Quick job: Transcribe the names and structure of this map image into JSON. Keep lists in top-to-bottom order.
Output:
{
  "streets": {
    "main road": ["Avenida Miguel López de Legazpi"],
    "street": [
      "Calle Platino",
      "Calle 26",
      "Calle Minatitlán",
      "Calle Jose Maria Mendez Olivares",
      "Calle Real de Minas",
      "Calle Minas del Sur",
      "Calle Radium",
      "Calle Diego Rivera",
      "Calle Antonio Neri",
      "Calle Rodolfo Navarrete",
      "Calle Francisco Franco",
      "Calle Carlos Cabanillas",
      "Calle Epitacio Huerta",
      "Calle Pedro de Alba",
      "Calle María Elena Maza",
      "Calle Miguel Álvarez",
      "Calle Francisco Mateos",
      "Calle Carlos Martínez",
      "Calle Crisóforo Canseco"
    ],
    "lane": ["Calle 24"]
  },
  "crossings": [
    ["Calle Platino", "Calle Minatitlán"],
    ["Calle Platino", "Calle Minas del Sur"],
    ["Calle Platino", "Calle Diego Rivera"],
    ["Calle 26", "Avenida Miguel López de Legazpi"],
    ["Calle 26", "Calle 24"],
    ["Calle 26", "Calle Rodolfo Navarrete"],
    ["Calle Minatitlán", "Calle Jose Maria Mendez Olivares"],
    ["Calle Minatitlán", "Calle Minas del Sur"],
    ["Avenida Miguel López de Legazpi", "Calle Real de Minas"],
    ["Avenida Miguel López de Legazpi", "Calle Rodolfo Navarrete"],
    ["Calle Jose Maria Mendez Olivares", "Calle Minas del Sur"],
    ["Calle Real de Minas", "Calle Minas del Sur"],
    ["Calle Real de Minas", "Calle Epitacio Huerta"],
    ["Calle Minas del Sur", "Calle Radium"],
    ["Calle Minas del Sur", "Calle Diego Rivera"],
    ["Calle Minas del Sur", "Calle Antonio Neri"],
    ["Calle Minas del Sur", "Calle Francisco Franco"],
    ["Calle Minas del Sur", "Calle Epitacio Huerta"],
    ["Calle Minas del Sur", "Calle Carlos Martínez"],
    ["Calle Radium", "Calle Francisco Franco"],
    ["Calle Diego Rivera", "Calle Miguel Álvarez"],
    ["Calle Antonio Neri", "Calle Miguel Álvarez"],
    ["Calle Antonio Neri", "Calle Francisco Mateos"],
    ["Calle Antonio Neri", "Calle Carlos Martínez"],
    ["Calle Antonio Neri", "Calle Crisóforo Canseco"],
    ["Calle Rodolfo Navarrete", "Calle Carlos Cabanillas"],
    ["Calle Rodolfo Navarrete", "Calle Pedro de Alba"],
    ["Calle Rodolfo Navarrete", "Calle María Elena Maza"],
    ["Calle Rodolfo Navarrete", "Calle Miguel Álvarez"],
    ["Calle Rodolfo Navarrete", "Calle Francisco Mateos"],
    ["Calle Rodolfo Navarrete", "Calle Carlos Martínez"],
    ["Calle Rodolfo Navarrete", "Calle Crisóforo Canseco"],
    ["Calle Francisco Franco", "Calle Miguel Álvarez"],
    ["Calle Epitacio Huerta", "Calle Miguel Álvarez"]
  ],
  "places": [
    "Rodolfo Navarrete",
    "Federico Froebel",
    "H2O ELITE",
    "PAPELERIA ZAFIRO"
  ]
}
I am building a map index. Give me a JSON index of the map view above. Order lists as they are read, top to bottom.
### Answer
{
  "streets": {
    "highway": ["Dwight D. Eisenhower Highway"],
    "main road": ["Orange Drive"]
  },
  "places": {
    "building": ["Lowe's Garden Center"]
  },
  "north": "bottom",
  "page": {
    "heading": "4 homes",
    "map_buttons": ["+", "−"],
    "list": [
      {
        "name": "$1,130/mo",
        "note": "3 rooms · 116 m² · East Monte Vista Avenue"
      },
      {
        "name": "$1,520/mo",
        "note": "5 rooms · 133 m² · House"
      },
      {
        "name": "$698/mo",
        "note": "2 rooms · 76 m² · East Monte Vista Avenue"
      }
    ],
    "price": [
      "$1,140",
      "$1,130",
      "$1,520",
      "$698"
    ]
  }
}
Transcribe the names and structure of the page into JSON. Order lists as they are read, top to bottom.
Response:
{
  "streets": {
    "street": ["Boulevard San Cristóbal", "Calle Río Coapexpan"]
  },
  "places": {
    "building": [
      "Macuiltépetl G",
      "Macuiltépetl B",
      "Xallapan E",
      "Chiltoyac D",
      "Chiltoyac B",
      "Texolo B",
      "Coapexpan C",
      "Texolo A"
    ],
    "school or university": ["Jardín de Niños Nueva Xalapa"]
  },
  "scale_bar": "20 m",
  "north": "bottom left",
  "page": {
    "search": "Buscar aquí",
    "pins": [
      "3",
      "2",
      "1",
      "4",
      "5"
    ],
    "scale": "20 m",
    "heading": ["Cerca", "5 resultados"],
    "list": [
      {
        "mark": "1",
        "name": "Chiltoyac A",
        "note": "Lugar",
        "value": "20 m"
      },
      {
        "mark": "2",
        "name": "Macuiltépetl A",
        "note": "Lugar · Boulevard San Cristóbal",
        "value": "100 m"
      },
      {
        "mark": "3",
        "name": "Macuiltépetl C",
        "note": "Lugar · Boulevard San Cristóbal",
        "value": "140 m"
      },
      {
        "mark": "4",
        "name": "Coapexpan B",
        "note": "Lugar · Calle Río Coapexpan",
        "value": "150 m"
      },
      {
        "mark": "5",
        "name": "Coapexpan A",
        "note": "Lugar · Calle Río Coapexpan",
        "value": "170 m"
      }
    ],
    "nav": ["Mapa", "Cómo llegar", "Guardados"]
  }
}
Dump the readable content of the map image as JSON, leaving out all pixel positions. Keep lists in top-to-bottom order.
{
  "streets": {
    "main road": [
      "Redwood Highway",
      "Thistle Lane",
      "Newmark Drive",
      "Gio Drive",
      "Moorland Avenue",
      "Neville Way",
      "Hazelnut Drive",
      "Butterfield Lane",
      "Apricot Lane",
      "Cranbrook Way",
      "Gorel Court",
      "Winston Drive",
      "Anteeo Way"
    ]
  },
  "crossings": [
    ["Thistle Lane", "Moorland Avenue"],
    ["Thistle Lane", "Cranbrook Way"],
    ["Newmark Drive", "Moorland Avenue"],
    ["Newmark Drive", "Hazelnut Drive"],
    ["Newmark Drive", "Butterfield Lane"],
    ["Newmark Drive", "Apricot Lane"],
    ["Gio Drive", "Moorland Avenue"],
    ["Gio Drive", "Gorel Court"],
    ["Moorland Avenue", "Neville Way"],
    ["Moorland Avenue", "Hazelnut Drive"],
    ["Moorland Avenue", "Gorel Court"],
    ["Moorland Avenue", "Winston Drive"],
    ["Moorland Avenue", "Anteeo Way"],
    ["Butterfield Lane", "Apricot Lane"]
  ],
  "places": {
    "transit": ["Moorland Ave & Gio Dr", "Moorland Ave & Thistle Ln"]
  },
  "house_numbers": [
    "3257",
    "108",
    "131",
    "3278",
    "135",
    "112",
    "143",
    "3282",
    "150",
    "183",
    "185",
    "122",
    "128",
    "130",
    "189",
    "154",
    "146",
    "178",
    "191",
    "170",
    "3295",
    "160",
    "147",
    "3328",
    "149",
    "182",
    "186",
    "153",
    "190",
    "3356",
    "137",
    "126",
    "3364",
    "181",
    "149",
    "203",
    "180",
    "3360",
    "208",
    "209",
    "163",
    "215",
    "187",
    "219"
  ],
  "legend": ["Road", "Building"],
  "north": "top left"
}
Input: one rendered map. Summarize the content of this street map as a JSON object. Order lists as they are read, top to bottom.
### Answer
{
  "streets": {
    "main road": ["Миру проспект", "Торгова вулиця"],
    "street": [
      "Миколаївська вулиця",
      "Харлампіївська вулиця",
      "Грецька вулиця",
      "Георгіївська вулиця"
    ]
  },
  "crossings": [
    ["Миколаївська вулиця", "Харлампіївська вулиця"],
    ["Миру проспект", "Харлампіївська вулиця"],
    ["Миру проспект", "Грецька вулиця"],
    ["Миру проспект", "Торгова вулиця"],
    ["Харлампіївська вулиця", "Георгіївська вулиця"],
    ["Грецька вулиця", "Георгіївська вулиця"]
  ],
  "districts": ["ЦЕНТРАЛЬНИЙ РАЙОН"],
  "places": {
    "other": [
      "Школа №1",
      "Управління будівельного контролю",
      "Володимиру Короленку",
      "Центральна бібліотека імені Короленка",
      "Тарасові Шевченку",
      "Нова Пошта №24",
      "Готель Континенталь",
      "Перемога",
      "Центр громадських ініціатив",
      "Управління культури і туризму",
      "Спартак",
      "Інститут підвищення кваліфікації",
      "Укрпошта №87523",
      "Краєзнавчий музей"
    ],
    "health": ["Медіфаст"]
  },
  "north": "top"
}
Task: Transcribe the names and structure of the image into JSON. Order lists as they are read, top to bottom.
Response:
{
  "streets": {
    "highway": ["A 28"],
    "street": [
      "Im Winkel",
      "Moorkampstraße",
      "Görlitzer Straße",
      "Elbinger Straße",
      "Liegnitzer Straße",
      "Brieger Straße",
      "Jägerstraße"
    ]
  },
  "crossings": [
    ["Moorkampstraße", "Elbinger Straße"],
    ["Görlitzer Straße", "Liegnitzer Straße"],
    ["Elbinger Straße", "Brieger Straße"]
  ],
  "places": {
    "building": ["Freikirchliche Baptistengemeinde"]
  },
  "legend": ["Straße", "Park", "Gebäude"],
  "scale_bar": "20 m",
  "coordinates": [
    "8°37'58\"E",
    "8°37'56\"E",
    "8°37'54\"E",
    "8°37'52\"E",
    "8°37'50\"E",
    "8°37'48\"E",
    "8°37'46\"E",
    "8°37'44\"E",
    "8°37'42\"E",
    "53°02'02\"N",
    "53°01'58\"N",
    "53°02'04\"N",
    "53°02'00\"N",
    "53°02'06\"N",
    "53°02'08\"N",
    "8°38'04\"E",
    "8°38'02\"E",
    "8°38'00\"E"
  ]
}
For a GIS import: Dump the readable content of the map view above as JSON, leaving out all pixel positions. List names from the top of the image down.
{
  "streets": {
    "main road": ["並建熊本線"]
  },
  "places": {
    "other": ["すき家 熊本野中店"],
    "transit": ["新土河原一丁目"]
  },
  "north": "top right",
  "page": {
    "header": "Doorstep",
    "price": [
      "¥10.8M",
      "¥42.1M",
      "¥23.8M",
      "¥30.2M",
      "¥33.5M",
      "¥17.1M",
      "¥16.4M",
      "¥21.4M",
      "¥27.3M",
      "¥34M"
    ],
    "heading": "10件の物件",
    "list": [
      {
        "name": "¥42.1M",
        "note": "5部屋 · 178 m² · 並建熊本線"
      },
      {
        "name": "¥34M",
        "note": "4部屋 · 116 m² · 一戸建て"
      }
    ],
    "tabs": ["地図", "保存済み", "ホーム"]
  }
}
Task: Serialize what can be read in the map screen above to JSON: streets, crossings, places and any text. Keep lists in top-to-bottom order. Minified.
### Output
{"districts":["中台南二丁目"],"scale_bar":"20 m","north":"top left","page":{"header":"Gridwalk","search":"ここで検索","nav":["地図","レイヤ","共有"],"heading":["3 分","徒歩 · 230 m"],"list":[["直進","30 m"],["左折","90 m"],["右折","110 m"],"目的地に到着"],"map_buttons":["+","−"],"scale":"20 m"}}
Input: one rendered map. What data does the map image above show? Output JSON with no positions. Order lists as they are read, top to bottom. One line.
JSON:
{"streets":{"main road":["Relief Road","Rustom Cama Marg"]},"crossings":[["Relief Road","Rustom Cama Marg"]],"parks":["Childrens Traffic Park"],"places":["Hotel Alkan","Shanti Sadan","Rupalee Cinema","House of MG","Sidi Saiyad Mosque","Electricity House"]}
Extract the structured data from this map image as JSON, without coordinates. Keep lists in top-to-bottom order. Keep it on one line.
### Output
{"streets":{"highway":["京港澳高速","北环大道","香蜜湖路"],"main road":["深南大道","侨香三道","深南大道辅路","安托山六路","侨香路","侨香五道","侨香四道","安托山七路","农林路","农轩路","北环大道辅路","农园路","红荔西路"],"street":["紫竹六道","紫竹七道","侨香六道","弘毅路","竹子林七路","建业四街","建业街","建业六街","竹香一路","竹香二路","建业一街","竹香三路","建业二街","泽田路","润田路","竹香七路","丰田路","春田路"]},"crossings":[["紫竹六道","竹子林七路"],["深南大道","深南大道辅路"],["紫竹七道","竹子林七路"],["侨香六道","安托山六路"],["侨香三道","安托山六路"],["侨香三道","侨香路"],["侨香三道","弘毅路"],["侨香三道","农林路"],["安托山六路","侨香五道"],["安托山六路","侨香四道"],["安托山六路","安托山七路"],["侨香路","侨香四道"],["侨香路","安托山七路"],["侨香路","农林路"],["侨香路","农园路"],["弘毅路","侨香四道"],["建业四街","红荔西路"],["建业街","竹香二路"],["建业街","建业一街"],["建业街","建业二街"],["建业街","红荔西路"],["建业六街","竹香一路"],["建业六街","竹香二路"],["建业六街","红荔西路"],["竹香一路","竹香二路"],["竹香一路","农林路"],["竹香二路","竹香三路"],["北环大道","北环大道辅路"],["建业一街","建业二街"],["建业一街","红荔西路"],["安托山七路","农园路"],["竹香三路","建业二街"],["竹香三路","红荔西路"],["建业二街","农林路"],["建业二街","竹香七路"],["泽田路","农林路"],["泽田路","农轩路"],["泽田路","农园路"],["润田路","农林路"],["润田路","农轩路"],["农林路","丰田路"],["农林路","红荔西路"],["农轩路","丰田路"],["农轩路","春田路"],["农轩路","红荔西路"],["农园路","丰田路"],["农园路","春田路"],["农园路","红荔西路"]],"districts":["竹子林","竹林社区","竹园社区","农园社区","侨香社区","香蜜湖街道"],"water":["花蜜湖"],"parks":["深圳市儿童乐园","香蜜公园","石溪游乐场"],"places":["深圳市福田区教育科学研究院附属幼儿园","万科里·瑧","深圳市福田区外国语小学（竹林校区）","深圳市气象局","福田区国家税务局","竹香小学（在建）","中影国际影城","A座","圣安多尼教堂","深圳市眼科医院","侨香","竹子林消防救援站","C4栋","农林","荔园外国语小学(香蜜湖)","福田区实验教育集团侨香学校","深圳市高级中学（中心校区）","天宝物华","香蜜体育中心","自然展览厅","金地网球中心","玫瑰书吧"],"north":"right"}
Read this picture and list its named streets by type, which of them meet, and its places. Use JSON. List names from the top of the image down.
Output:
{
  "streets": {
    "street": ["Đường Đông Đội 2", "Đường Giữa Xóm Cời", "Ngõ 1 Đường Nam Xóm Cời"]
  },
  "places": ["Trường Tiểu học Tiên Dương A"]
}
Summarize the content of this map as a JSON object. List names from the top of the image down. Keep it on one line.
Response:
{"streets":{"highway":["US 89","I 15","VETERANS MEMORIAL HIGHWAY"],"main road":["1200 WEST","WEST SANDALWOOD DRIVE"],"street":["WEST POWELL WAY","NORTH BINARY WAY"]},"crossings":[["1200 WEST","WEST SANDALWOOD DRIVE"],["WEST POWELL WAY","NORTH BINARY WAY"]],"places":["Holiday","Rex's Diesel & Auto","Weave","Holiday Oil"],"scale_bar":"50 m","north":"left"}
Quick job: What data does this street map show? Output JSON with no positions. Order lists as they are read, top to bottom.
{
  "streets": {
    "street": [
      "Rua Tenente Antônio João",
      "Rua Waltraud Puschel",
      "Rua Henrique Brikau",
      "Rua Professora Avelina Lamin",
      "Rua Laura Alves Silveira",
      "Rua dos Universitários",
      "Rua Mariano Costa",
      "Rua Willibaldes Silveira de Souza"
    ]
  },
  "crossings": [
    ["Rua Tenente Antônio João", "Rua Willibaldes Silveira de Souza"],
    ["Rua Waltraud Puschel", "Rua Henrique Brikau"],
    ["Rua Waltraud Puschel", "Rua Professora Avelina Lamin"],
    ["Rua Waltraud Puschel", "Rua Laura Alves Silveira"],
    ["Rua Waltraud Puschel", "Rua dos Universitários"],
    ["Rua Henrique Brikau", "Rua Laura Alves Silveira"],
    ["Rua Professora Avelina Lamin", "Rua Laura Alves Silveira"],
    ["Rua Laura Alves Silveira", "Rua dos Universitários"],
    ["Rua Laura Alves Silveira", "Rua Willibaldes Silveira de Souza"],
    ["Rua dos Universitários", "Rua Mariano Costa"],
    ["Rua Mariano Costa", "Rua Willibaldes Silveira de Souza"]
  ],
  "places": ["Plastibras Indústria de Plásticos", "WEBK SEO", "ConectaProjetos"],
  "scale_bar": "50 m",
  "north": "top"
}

· · · · · · ·

For every line of the data above that contains "legend", copy that line.

  "legend": ["Road", "Building"],
  "legend": ["Straße", "Park", "Gebäude"],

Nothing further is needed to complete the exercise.